Prospero’s Books was my final film text for chapter 4 of the diss. I went in skeptical about it. I had read about it, but I hadn’t actually seen it. And most of what I had heard about it was about the nudity. Don’t you see Sir John Gielgud naked? Well, yes.
It’s very very strange. I will give it that. It is definitely an art film. Yet somehow, underneath the layers and in spite of the nudity, it is The Tempest. Had I gone to a theater when it was first released and watched it–fully absorbed in it–I would have appreciated it. Watching a digitized video copy on a small screen was not its best showing, but once I really let myself concentrate, I liked it.
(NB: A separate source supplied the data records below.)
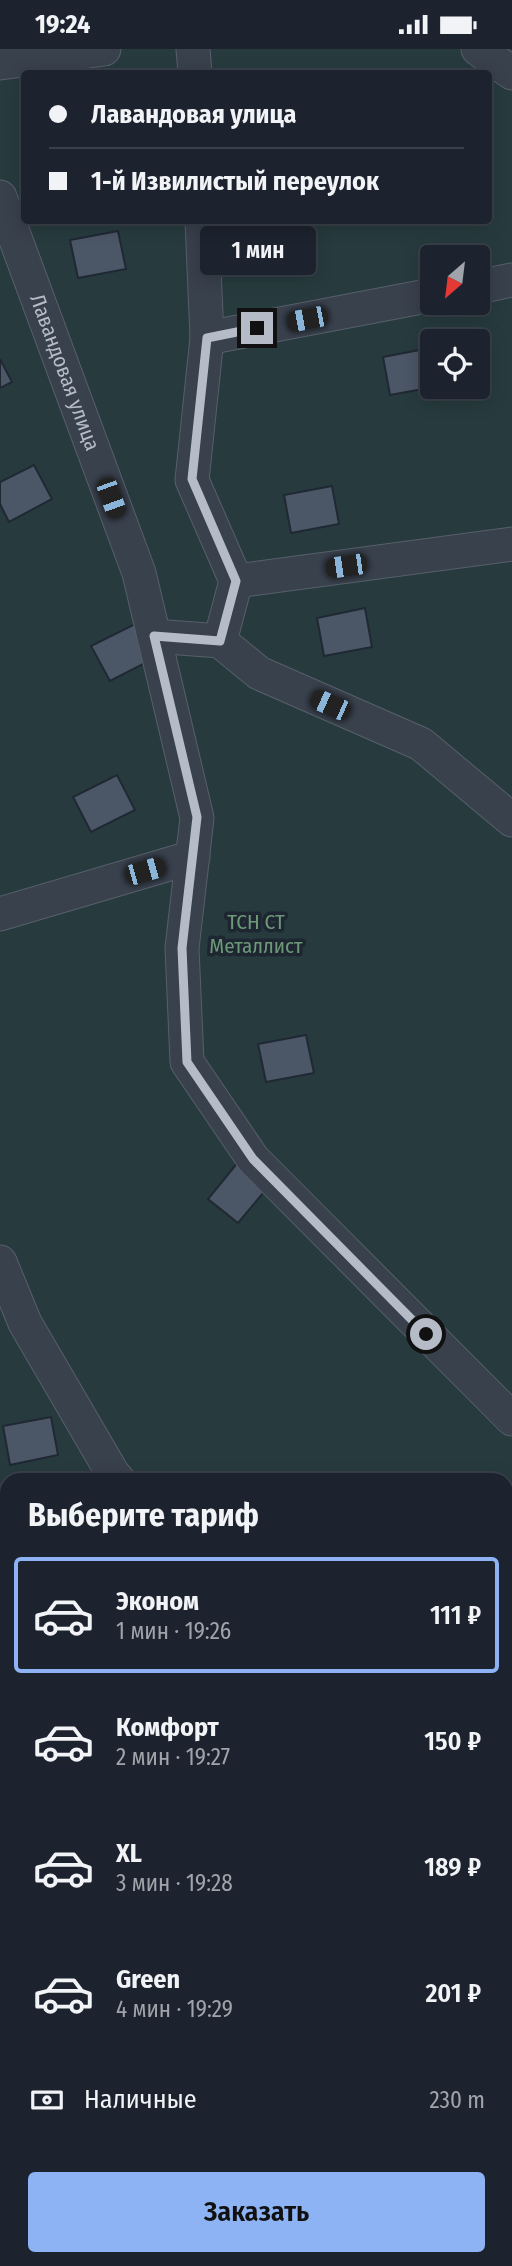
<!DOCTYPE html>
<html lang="ru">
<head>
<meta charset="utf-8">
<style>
  body { margin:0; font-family:"Fira Sans Condensed",sans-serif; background:#252b36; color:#f1f3f6; height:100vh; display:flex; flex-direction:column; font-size:26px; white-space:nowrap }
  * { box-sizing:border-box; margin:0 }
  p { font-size:23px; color:#a0a4aa }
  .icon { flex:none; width:38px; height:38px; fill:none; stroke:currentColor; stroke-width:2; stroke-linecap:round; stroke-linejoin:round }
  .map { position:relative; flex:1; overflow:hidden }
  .sheet { position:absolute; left:0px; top:1424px; width:513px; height:793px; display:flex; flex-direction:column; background:#1c232e; border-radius:21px 21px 0 0; box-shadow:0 4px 18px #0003,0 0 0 2px #3a404a }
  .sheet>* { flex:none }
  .banner { position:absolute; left:21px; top:21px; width:471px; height:154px; border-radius:7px; box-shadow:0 4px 18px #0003,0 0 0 2px #3a404a; display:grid; align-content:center; height:154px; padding:0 28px; background:#1c232e }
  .needle { width:46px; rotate:208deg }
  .fabs { position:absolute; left:420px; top:196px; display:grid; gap:14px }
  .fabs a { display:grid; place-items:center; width:70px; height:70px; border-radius:7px; background:#1c232e; box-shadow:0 4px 18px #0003,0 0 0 2px #3a404a; font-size:35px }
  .end { position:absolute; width:32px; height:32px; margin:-16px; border:9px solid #b5bcc8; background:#111; box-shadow:0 0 0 4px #111 }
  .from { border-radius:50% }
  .bubble { position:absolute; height:49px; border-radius:7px; background:#1c232e; box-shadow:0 4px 18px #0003,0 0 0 2px #3a404a; font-size:23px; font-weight:600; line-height:49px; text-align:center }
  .car { position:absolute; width:21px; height:42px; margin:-21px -10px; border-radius:9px; box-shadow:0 0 5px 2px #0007; background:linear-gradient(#222 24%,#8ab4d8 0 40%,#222 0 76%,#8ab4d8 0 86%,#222 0) }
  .banner b { display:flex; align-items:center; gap:24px; height:66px; font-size:26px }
  .banner b+b { border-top:2px solid #3a404a }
  .banner i { width:18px; height:18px; background:#f1f3f6 }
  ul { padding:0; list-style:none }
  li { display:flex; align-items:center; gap:21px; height:116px; margin:0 14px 10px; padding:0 14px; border:4px solid transparent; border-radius:7px }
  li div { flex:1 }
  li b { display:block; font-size:26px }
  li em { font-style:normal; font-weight:600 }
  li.on { border-color:#8eb3f4 }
  li>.icon { width:63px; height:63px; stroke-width:1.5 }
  h2 { padding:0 28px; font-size:32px; line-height:84px }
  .pay { display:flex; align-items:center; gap:18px; height:77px; padding:0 28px; font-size:26px }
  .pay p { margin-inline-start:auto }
  .primary-button { display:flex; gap:14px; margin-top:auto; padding:14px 28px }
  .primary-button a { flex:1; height:80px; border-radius:7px; background:#8eb3f4; color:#111; font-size:28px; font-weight:600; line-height:80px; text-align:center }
  .status { display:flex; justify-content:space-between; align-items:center; height:49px; padding:0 35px; background:#1c232e; direction:ltr }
  .status svg { height:19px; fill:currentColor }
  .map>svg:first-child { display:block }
  .green { fill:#273b3e; fill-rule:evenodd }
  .building { fill:#4b5666; stroke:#202834; stroke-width:2 }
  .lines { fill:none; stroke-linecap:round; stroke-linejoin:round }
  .minor-casing { stroke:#575f6b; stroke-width:35 }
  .minor { stroke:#39414d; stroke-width:33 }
  .route { stroke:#b5bcc8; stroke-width:9 }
  .labels { text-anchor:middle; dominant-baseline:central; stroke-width:7; stroke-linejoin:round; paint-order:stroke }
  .street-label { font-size:21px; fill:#b5bcc8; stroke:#1e2632 }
  .park-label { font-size:21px; fill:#6d9978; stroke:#1e2632 }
</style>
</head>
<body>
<div class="status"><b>19:24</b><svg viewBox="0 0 49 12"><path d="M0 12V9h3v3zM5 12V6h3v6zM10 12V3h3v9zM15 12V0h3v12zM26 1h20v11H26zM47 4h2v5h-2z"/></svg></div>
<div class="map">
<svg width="512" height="2217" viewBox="0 0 512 2217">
  <rect width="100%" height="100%" fill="#252f3d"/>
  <path class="green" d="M0 0H512V2217H0ZM24 24H488V172H24ZM432 208H478V254H432ZM432 292H478V338H432ZM7 1432H506V2210H7Z"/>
  <g class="building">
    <polygon points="118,182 126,220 78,229 70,191"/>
    <polygon points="430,299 434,338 390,346 383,308"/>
    <polygon points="0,310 12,333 0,339"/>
    <polygon points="34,416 52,450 9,473 0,455 0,433"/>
    <polygon points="332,437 339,475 291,484 284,446"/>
    <polygon points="365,559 372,598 324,607 317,569"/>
    <polygon points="135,575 153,610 110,632 91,597"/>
    <polygon points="117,726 135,761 91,783 73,748"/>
    <polygon points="306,986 314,1024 266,1033 258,995"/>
    <polygon points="239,1112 269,1137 238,1174 208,1150"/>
    <polygon points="51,1368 58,1406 10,1416 3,1377"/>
    <polygon points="512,1758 512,1790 506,1785 506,1766"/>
  </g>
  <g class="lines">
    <g class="minor-casing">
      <g id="minor">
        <polyline points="193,0 195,24"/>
        <polyline points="478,0 512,24"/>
        <polyline points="0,14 104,0"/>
        <path id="s1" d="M0 148 139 524 197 769 182 899 187 1013 253 1110 512 1370"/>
        <polyline points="202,172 207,289 192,431 236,532 220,592 259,624 421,695 512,771"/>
        <polyline points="478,238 512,231"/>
        <polyline points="207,289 432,246"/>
        <polyline points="236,532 512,495"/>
        <polyline points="154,587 220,592"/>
        <polyline points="0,865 193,808"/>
        <polyline points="0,1213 25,1274 113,1425 119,1432"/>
        <polyline points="0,1793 7,1802"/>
        <polyline points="506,1809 512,1815"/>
        <polyline points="399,2210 405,2217"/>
        <polyline points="248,2217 280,2210"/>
      </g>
    </g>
    <use href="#minor" class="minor"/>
  </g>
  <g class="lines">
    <polyline class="route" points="257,279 207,289 192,430 236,532 220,592 154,587 197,768 182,899 187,1013 253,1110 426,1285"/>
  </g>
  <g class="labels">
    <g class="street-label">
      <text stroke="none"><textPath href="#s1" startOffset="187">Лавандовая улица</textPath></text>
    </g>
    <g class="park-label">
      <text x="256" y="873">ТСН СТ<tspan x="256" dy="24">Металлист</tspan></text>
    </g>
  </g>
</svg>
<div class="fabs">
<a><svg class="needle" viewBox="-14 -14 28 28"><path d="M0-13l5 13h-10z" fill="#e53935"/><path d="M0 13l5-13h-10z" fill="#a0a4aa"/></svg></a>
<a><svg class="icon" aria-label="locate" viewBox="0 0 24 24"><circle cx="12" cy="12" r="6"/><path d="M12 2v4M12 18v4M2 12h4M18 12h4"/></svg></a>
</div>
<i class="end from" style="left:426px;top:1285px"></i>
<i class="end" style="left:257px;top:279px"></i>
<div class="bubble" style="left:200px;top:177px;width:116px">1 мин</div>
<i class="car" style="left:307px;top:270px;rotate:259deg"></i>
<i class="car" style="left:111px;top:449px;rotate:160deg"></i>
<i class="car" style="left:346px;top:517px;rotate:262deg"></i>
<i class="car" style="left:330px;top:656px;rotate:294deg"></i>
<i class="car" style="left:145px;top:822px;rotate:74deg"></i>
<div class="banner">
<b><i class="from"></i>Лавандовая улица</b>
<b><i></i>1-й Извилистый переулок</b>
</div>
<section class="sheet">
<h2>Выберите тариф</h2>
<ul>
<li class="on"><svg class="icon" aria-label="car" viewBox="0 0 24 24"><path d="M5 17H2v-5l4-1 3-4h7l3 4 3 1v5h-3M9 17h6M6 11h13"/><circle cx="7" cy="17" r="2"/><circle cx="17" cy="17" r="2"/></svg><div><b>Эконом</b><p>1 мин · 19:26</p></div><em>111 ₽</em></li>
<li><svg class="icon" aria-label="car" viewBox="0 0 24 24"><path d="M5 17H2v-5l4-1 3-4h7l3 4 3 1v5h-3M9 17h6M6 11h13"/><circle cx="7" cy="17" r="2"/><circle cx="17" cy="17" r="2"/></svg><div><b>Комфорт</b><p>2 мин · 19:27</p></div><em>150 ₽</em></li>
<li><svg class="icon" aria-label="car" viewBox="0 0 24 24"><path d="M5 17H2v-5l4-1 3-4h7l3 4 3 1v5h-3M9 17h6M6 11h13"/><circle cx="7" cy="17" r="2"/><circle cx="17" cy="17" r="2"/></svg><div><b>XL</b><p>3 мин · 19:28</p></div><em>189 ₽</em></li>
<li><svg class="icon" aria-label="car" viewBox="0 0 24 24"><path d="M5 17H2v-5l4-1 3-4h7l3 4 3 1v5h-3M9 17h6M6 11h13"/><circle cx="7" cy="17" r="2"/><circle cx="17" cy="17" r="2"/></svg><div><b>Green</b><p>4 мин · 19:29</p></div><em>201 ₽</em></li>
</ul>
<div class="pay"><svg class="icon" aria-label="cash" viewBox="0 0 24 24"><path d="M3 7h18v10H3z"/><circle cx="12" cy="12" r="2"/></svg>Наличные<p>230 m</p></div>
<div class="primary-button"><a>Заказать</a></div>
</section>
</div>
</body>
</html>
I wouldn’t recommend it for anyone other than the obsessed Shakespeare or art film buff, but it really is thoughtful and has some interesting ideas. It’s not a narrative and it’s not easy to follow and if one does not already know The Tempest it would not be a way to learn it, but it is a meditation on the play and Shakespeare and life and the written word. It’s thoughtful and thought-provoking.
I have to admit, though, I was put off by the sheer volume of nudity. The director has suggested that he included the nudity in the way Renaissance art included nudity. Maybe. But somehow that part of it did not come off as high art (at least in my opinion.) Give the men loin clothes. Give the women sheaths. And let the provocation come through the ideas–not the genitals.